● **Goal of the exercise**
In full and without alteration, write out the data below.

*** Record excerpts ***

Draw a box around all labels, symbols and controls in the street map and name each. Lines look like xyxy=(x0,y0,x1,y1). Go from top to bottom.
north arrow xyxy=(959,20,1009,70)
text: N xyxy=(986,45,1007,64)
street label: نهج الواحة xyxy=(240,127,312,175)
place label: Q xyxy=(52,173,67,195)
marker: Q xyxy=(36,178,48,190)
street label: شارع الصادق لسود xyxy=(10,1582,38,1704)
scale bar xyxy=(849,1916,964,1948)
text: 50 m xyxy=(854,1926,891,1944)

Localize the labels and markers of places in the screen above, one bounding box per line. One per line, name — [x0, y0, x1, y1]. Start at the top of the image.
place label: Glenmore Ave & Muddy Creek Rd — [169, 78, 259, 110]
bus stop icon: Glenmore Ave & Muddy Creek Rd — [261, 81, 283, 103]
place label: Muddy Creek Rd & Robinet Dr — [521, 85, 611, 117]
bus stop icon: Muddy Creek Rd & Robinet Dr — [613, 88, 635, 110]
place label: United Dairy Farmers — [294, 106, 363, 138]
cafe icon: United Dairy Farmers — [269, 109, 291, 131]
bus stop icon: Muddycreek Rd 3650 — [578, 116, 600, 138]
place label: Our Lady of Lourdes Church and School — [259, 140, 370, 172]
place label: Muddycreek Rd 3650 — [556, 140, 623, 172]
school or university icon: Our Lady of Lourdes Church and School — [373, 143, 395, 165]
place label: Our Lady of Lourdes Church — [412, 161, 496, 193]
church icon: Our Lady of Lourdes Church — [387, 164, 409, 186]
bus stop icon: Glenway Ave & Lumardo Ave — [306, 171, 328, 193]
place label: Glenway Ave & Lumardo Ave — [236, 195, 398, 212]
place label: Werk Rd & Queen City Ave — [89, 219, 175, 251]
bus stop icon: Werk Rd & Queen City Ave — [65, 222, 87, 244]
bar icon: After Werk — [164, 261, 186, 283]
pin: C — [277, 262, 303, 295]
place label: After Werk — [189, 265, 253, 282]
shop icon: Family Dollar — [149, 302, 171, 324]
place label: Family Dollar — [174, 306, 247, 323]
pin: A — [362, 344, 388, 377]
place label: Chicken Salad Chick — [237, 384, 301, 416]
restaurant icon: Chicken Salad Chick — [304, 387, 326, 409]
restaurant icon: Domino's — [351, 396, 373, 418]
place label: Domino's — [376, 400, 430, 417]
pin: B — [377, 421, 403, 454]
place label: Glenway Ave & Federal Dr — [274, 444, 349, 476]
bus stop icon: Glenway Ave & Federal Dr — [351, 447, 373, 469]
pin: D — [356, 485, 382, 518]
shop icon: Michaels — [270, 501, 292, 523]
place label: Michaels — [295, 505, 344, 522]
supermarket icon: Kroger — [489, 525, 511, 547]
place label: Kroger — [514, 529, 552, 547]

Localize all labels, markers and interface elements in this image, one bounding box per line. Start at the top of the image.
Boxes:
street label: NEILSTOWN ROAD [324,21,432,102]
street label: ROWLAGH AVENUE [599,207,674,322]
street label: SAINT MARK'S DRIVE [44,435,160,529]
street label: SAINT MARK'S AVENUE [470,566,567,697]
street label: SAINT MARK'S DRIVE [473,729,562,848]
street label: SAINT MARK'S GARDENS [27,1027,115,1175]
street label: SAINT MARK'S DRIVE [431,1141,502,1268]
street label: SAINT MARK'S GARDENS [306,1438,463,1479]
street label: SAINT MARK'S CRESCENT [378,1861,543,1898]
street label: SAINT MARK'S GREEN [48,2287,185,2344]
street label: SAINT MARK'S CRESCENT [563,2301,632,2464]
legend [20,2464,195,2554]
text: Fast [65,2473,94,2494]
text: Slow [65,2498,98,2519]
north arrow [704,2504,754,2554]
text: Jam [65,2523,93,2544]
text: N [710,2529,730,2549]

*** End of Record excerpts ***

● **Exercise output**
Draw a box around all labels, symbols and controls in the street map and name each. Lines look like xyxy=(x0,y0,x1,y1). Go from top to bottom.
north arrow xyxy=(959,20,1009,70)
text: N xyxy=(986,45,1007,64)
street label: نهج الواحة xyxy=(240,127,312,175)
place label: Q xyxy=(52,173,67,195)
marker: Q xyxy=(36,178,48,190)
street label: شارع الصادق لسود xyxy=(10,1582,38,1704)
scale bar xyxy=(849,1916,964,1948)
text: 50 m xyxy=(854,1926,891,1944)

Localize the labels and markers of places in the screen above, one bounding box per line. One per line, name — [x0, y0, x1, y1]. Start at the top of the image.
place label: Glenmore Ave & Muddy Creek Rd — [169, 78, 259, 110]
bus stop icon: Glenmore Ave & Muddy Creek Rd — [261, 81, 283, 103]
place label: Muddy Creek Rd & Robinet Dr — [521, 85, 611, 117]
bus stop icon: Muddy Creek Rd & Robinet Dr — [613, 88, 635, 110]
place label: United Dairy Farmers — [294, 106, 363, 138]
cafe icon: United Dairy Farmers — [269, 109, 291, 131]
bus stop icon: Muddycreek Rd 3650 — [578, 116, 600, 138]
place label: Our Lady of Lourdes Church and School — [259, 140, 370, 172]
place label: Muddycreek Rd 3650 — [556, 140, 623, 172]
school or university icon: Our Lady of Lourdes Church and School — [373, 143, 395, 165]
place label: Our Lady of Lourdes Church — [412, 161, 496, 193]
church icon: Our Lady of Lourdes Church — [387, 164, 409, 186]
bus stop icon: Glenway Ave & Lumardo Ave — [306, 171, 328, 193]
place label: Glenway Ave & Lumardo Ave — [236, 195, 398, 212]
place label: Werk Rd & Queen City Ave — [89, 219, 175, 251]
bus stop icon: Werk Rd & Queen City Ave — [65, 222, 87, 244]
bar icon: After Werk — [164, 261, 186, 283]
pin: C — [277, 262, 303, 295]
place label: After Werk — [189, 265, 253, 282]
shop icon: Family Dollar — [149, 302, 171, 324]
place label: Family Dollar — [174, 306, 247, 323]
pin: A — [362, 344, 388, 377]
place label: Chicken Salad Chick — [237, 384, 301, 416]
restaurant icon: Chicken Salad Chick — [304, 387, 326, 409]
restaurant icon: Domino's — [351, 396, 373, 418]
place label: Domino's — [376, 400, 430, 417]
pin: B — [377, 421, 403, 454]
place label: Glenway Ave & Federal Dr — [274, 444, 349, 476]
bus stop icon: Glenway Ave & Federal Dr — [351, 447, 373, 469]
pin: D — [356, 485, 382, 518]
shop icon: Michaels — [270, 501, 292, 523]
place label: Michaels — [295, 505, 344, 522]
supermarket icon: Kroger — [489, 525, 511, 547]
place label: Kroger — [514, 529, 552, 547]

Localize all labels, markers and interface elements in this image, one bounding box per line. Start at the top of the image.
Boxes:
street label: NEILSTOWN ROAD [324,21,432,102]
street label: ROWLAGH AVENUE [599,207,674,322]
street label: SAINT MARK'S DRIVE [44,435,160,529]
street label: SAINT MARK'S AVENUE [470,566,567,697]
street label: SAINT MARK'S DRIVE [473,729,562,848]
street label: SAINT MARK'S GARDENS [27,1027,115,1175]
street label: SAINT MARK'S DRIVE [431,1141,502,1268]
street label: SAINT MARK'S GARDENS [306,1438,463,1479]
street label: SAINT MARK'S CRESCENT [378,1861,543,1898]
street label: SAINT MARK'S GREEN [48,2287,185,2344]
street label: SAINT MARK'S CRESCENT [563,2301,632,2464]
legend [20,2464,195,2554]
text: Fast [65,2473,94,2494]
text: Slow [65,2498,98,2519]
north arrow [704,2504,754,2554]
text: Jam [65,2523,93,2544]
text: N [710,2529,730,2549]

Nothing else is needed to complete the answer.